**** Supplied records ****
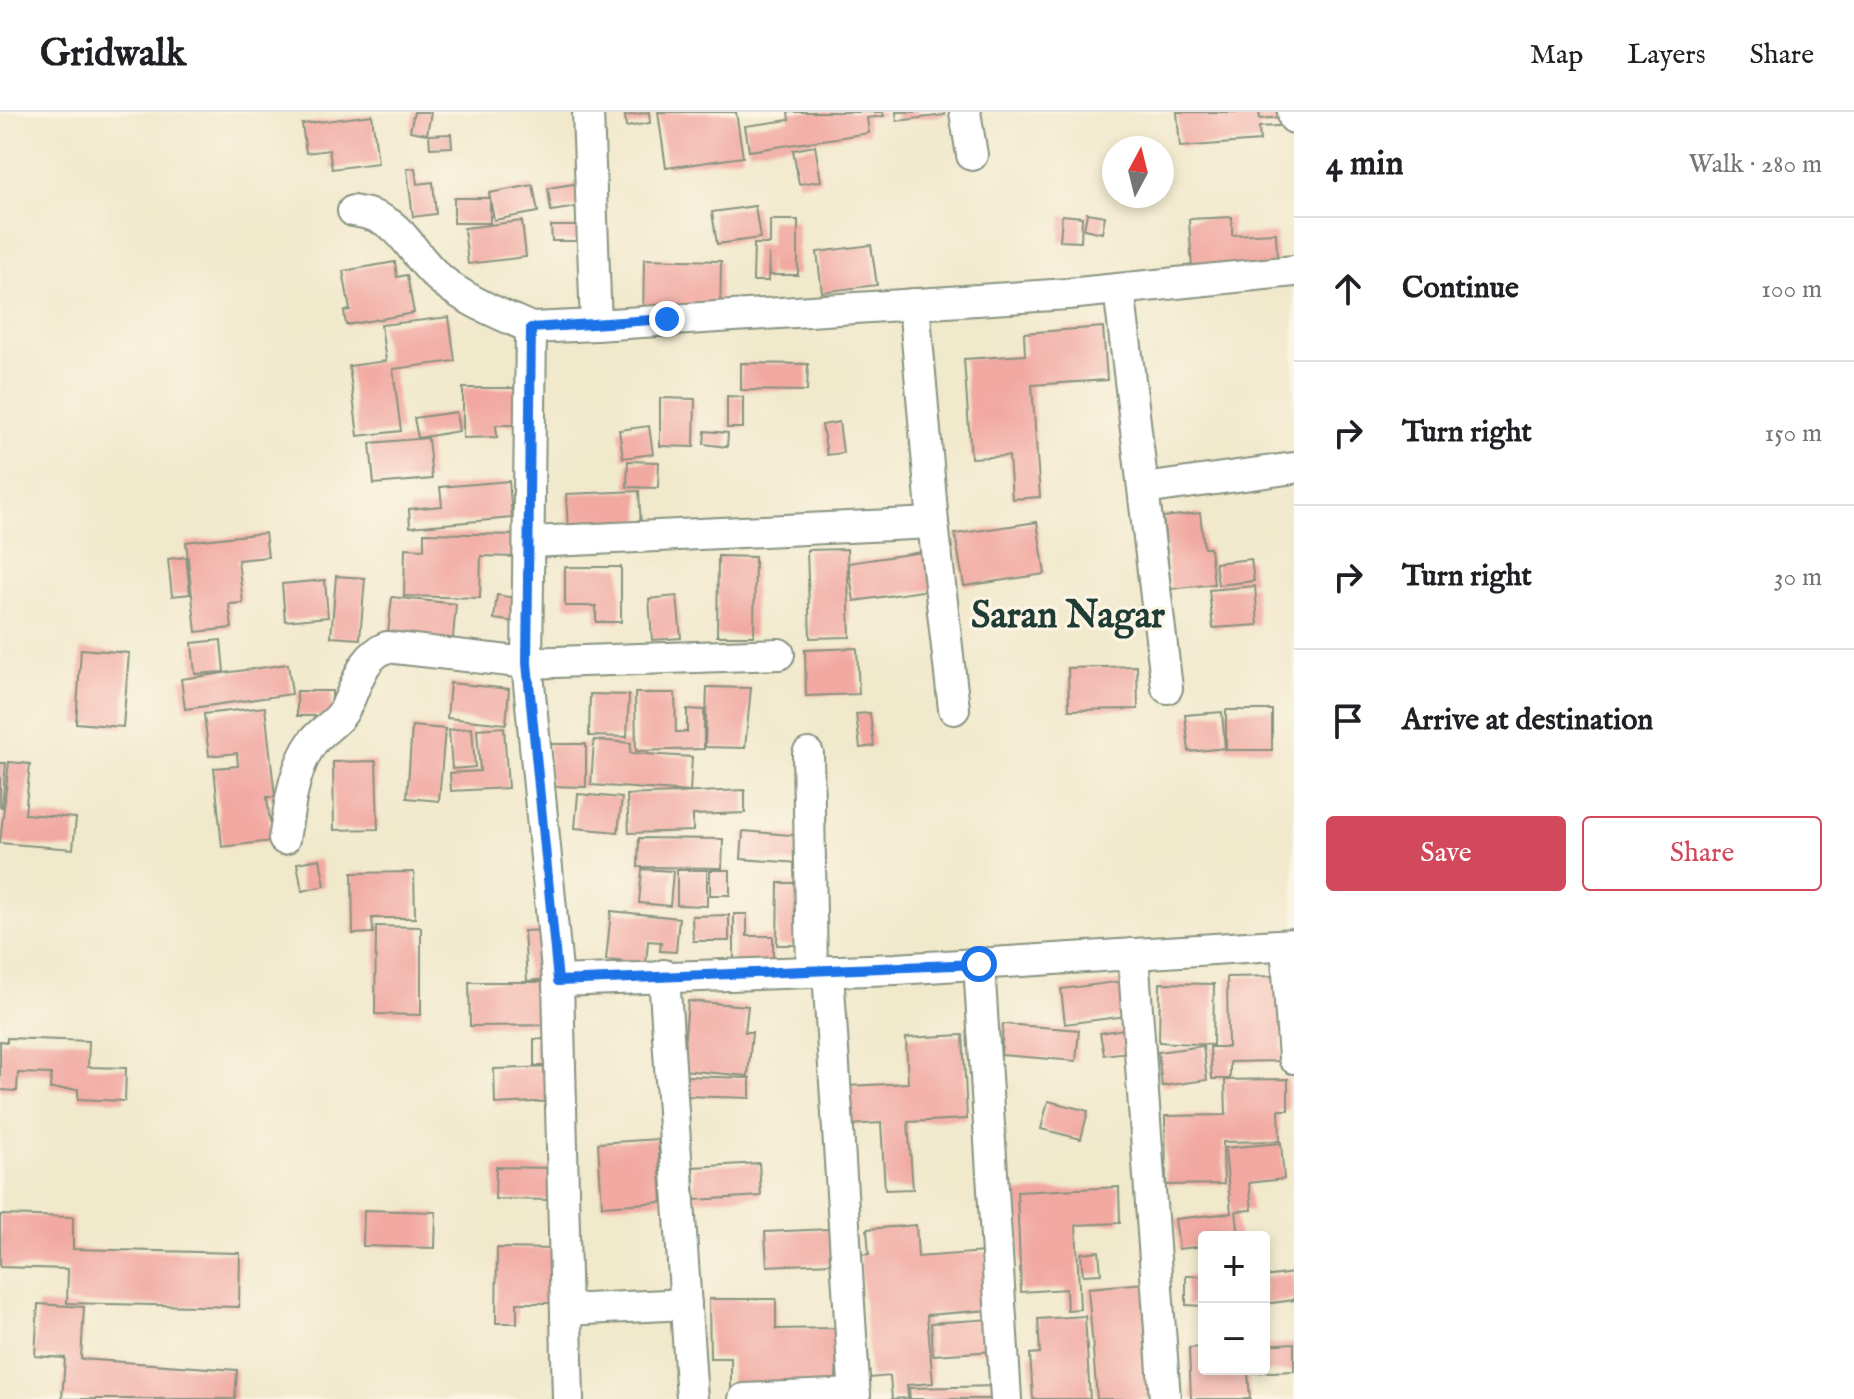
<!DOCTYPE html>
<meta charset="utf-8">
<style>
:root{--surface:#fff;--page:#f2f2f2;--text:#202124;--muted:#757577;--line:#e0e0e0;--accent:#d1495b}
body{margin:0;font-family:"IM FELL English",serif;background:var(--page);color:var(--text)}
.controls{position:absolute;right:24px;bottom:24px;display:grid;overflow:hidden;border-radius:8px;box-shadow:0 4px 12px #0003}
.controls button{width:72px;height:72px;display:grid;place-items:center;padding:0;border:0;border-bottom:2px solid var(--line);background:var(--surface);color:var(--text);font:40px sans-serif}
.compass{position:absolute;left:1102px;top:24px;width:72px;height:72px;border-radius:50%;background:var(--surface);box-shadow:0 4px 12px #0003;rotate:7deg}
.stop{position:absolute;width:24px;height:24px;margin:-18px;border:6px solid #1a73e8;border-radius:50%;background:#fff}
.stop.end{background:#1a73e8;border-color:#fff;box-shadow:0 2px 8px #0008}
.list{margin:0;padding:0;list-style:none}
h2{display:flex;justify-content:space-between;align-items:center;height:104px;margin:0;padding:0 32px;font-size:34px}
h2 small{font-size:26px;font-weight:400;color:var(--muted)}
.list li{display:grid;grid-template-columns:52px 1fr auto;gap:24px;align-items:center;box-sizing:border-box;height:144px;padding:0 32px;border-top:2px solid var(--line)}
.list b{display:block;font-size:30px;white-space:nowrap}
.list em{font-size:26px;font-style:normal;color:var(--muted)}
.actions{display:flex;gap:16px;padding:24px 32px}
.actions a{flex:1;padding:18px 0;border:2px solid var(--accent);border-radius:8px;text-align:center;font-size:28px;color:var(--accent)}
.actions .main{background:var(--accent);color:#fff}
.icon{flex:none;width:44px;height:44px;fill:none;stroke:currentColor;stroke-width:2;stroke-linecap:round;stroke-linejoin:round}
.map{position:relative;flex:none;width:1294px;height:1287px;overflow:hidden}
header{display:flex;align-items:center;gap:48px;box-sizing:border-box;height:112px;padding:0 40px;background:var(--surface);border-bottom:2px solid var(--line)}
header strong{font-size:38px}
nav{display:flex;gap:44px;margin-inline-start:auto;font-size:28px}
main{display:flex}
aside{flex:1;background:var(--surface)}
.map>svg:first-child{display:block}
.building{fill:#f1a9a2}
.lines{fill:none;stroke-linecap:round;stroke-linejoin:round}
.minor-casing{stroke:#889380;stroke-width:34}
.minor{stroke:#fff;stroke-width:30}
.route{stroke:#1a73e8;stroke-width:10}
.labels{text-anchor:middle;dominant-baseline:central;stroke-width:6;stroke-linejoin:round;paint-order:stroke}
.district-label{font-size:38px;font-weight:bold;fill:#1f3d34;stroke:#fcf5e5}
</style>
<header>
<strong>Gridwalk</strong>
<nav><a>Map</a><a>Layers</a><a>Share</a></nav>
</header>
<main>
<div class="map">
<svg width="1294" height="1287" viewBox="0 0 1294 1287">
<rect width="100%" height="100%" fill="#fcf5e5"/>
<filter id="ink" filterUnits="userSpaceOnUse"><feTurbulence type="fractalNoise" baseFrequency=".0125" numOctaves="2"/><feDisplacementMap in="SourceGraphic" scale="16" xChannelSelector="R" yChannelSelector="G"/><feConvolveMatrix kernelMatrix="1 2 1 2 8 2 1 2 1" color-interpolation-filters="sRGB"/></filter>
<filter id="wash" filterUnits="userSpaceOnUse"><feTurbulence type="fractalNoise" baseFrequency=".006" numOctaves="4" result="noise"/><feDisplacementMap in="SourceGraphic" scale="32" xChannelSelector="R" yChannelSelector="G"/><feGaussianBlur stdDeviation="1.8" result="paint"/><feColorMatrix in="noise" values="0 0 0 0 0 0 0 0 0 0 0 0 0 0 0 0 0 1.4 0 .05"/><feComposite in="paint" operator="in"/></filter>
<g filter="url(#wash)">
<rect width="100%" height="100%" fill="#f1e9cc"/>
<g id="blocks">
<g class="building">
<path d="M414,0H431L427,22L410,19Z"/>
<path d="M649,0L650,11L626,15L625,4Z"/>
<path d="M658,0H736L743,45L666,56Z"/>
<path d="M788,0H883L884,4L867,6L869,21L749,39L745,14L789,8Z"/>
<path d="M896,0H944L945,3L897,9Z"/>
<path d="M1177,0H1259L1260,7L1291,4L1292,13L1259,15L1260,29L1180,35Z"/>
<path d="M372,3L378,51L332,57L329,38L306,41L302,12Z"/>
<path d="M451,22L452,35L430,36L429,23Z"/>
<path d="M815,34L821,69L799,72L793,38Z"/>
<path d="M415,56L417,72L433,70L436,102L413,105L407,57Z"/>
<path d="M586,70L590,93L551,99L548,76Z"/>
<path d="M533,73L538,100L494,108L489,81Z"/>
<rect x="454" y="86" width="36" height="25"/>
<path d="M755,94L760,126L717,132L712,100Z"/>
<path d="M1087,101L1105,104L1102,121L1084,117Z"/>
<path d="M1062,103L1082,105L1081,130L1060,129Z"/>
<path d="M1232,105V123L1276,121L1278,170L1193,174L1189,107Z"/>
<path d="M770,108H798V163H770L769,141L768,169H753L754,132H770Z"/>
<path d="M522,109L526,145L468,152L464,116Z"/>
<path d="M551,114H578V129H552Z"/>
<path d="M871,133L877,173L822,180L817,140Z"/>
<path d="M644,147L721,149L720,210L643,208Z"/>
<path d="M395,150L397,165L407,163L414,201L346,213L344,199L350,198L343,159Z"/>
<path d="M449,205L455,249L393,257L401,319L358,324L349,254L386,249L381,213Z"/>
<path d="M1103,215L1107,268L1032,273L1040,385L1012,387L1009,344L971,346L964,247L1025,243L1024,221Z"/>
<path d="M741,251L808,252L807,279L741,278Z"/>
<path d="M463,276H518L519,313H496L497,325L463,326Z"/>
<path d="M727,284L743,285V316H727Z"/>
<path d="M660,286L695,287L694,335L660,334Z"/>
<path d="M456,300L459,319L418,326L414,306Z"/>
<path d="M839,310L843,341L827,343L822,313Z"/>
<path d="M649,314L653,342L623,346L619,318Z"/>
<path d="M705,319L728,321L727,335L704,332Z"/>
<path d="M428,326L432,367L374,372L370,331Z"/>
<path d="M628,349L659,350L658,376L627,375Z"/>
<path d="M509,369L512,406L410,415L409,397L442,394L440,375Z"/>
<path d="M639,379L641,416L568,419L566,382Z"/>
<path d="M1200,401L1204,436H1210L1214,472L1171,477L1163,405Z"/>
<path d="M1037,410L1045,462L964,474L955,422Z"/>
<path d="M265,421L268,445L238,448L243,491L229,492L232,516L196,520L186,430Z"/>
<path d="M424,421L524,423V445L481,444L480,486L404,484L405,436L424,437Z"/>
<path d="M847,437L850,525L810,526L807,438Z"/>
<path d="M930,439L936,477L854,489L848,451Z"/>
<path d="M718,444L755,445L754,524H717Z"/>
<path d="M186,445L190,482L172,484L168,447Z"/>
<path d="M1251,447L1254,469L1218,473L1215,451Z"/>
<path d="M565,455H621V510H596V494H565Z"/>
<path d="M336,464L365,466L360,527L331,525Z"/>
<path d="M325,468L328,505L285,509L282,472Z"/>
<path d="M1255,474L1258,513L1213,516L1209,478Z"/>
<path d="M497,483L526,488L522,511L494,507Z"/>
<path d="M677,484L681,526L652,528L649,487Z"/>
<path d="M392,485L456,492L452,537L387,530Z"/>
<path d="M221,528L224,560L195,562L192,531Z"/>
<path d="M857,536L859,582L806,584L805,538Z"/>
<path d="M81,537L129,541L123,615L76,611Z"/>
<path d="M288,552L292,582L185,597L181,567Z"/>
<path d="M1137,554L1138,597L1069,598L1068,556Z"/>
<path d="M450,571L509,577L506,612L447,606Z"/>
<path d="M707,575L751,576L745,636L705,635Z"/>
<rect x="297" y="579" width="35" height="25"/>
<path d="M635,581H675L676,620H687V597L704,598V637L636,639Z"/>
<path d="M590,582L629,583L627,625L589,624Z"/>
<path d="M265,595L275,685H267L272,729L222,735L214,656L238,654L237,641L209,644L204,602Z"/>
<rect x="1226" y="598" width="46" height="40"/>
<path d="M1222,600L1225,636L1189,640L1185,603Z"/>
<path d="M870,601L874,634L860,636L856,602Z"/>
<path d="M412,614L445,617L439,689L407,686Z"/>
<path d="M504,615L508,676L451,679L450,661L480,659L477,617Z"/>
<path d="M472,616L475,655L452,657L449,618Z"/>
<path d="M594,628L631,631L630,641L692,645L690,680L591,673Z"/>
<path d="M549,632H586V675L549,674Z"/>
<path d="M376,649L378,717L334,718L333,650Z"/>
<path d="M9,650L30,652L25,702L76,706L73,737L0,731Z"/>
<path d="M0,651H6L2,695H0Z"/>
<path d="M745,678V701L693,703V719L629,721L627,683Z"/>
<path d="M578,682L622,686L618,720L575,716Z"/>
<path d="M743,719L801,724L799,751L741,747Z"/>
<path d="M639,726L723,727L722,756L638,755Z"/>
<path d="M320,747L325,774L302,779L297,751Z"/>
<path d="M642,757L673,759L670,794L639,791Z"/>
<path d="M677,758H707V794L677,793Z"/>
<rect x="710" y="758" width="20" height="25"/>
<path d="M414,760L415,806H372L373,821L353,822L352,761Z"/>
<path d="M778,771H801L800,833H777Z"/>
<path d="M611,799L679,806L676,840L660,839L661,830L648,829L646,852L606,848Z"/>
<path d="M734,802H747V824H773V859L734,858Z"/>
<path d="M729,803V829H693L692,804Z"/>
<path d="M376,814L421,815V903L375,902Z"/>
<path d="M545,818L548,867L527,869L524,819Z"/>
<path d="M1281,864L1282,949L1230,950V967H1212L1210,935H1228L1227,865Z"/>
<path d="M1123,869L1127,904L1065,912L1061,877Z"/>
<path d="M469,870H549L551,913L470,914Z"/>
<path d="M1160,871L1214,872L1213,933L1159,930Z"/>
<path d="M688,889L748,894L745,920H752L748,964L682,958Z"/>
<path d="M1003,912L1079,918L1076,949L1001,943Z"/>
<path d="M1124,917L1128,940L1104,943L1100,921Z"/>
<path d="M963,923L967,1007L908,1010L913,1077L885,1078L881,1011L848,1013L847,974L908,971L906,926Z"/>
<path d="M7,926L89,929L88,955L126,956L125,989L78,987V977H50L51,962L18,961L17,979L0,978V929L7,930Z"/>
<path d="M534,927L557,928V954H534Z"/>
<path d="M1203,934L1207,968L1162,974L1158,940Z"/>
<path d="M555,955L556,989L495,992L494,957Z"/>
<path d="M685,964L750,966V986L684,984Z"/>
<path d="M1288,967V998H1279L1280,1029L1223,1030L1224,1072L1166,1073L1165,1004L1226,1003L1225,968Z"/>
<path d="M1048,989L1088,999L1081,1027L1041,1017Z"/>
<path d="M658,1027L662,1090L602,1094L598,1031Z"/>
<path d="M1281,1031L1284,1067L1249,1071L1252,1098L1236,1099L1239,1125H1204V1134L1179,1137L1175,1107L1231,1101L1225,1036Z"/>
<path d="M759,1051L761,1084L695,1088L693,1055Z"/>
<path d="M496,1055L550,1056V1088L495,1087Z"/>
<path d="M1119,1075L1120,1111L1076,1113L1080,1197L1067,1198L1066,1177L1021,1180L1017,1080Z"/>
<path d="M364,1098L436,1100L435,1136L363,1134Z"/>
<path d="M0,1103L73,1105V1137L240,1141L239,1195L67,1191L68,1157L0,1155Z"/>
<path d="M916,1113L918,1145L985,1140L990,1198L927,1203L933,1271L907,1273L908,1286L892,1287L890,1264L870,1266L860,1143L869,1142L867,1117Z"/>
<path d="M829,1117L830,1151L767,1154L765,1120Z"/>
<path d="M497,1136L555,1137L554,1191H517V1211H496Z"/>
<path d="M1099,1139L1101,1162L1083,1163L1081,1141Z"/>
<path d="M1294,1161V1188L1264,1192V1165Z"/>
<path d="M1186,1164H1204V1194L1186,1193Z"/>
<path d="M1145,1171L1159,1287H1097L1088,1176Z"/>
<path d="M709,1187H776V1217L837,1216L836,1281L731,1283V1246H710Z"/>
<path d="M38,1192L84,1195L81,1247L237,1258L235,1287H62L65,1246L35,1244Z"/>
<path d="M1085,1204L1090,1287H1033L1030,1242L1040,1241L1038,1207Z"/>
<path d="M993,1207L996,1239L933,1243L931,1211Z"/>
<path d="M1294,1231V1259L1248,1261L1250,1287H1191L1189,1236L1204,1235V1257H1264V1233Z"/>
<path d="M998,1274V1287H910L909,1276Z"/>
</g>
</g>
</g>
<g filter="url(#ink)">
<use href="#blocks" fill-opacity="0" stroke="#889380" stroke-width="2"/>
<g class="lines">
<defs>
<g id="minor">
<path d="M588,0L596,213L531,216L527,551L558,869L896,857L1294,832"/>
<path d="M965,0L972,43"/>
<path d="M1293,0L1294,6"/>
<path d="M353,99C405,106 405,136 438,165C465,189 500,202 531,216"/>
<path d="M1119,177L1167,576"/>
<path d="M914,192L933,411L954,597"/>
<path d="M596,213L1068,182L1294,159"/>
<path d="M1144,377L1294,356"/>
<path d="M531,430L933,411"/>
<path d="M808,642L812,859"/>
<path d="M284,727C290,694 293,658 312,631C320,619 336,612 343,600C357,577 359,546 387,535L527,551L779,542"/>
<path d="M1286,833L1294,946"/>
<path d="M1133,842L1165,1287"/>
<path d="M979,852L1006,1287"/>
<path d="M828,859L855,1287"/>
<path d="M664,863L692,1287"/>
<path d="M558,869L568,1287"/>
<path d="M566,1198L686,1192"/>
<path d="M744,1287L855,1282"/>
</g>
</defs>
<use href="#minor" class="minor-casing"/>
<use href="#minor" class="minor"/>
</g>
</g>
<g class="lines" filter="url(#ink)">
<path class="route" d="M667,207L531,216L527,551L558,869L979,852"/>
</g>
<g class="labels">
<g class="district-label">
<text x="1068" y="505">Saran Nagar</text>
</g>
</g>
</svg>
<div class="controls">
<button>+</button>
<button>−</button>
</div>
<svg class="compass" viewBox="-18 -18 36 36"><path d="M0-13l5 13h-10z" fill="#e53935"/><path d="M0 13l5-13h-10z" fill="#757577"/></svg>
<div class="stop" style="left:979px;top:852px"></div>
<div class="stop end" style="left:667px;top:207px"></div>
</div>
<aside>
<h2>4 min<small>Walk · 280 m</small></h2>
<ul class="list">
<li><svg class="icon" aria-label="ahead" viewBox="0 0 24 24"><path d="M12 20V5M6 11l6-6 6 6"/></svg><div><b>Continue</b></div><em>100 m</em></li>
<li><svg class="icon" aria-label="right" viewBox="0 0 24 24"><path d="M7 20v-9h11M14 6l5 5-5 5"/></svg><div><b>Turn right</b></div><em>150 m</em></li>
<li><svg class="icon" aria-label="right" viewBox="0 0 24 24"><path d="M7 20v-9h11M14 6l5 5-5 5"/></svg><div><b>Turn right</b></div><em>30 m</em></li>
<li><svg class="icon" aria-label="arrive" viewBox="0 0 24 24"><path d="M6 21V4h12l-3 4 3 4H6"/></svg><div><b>Arrive at destination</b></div></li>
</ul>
<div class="actions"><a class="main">Save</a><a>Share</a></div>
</aside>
</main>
****
Each line above that contains "list" counts once; report the resulting number and nothing else.

= Solution =
5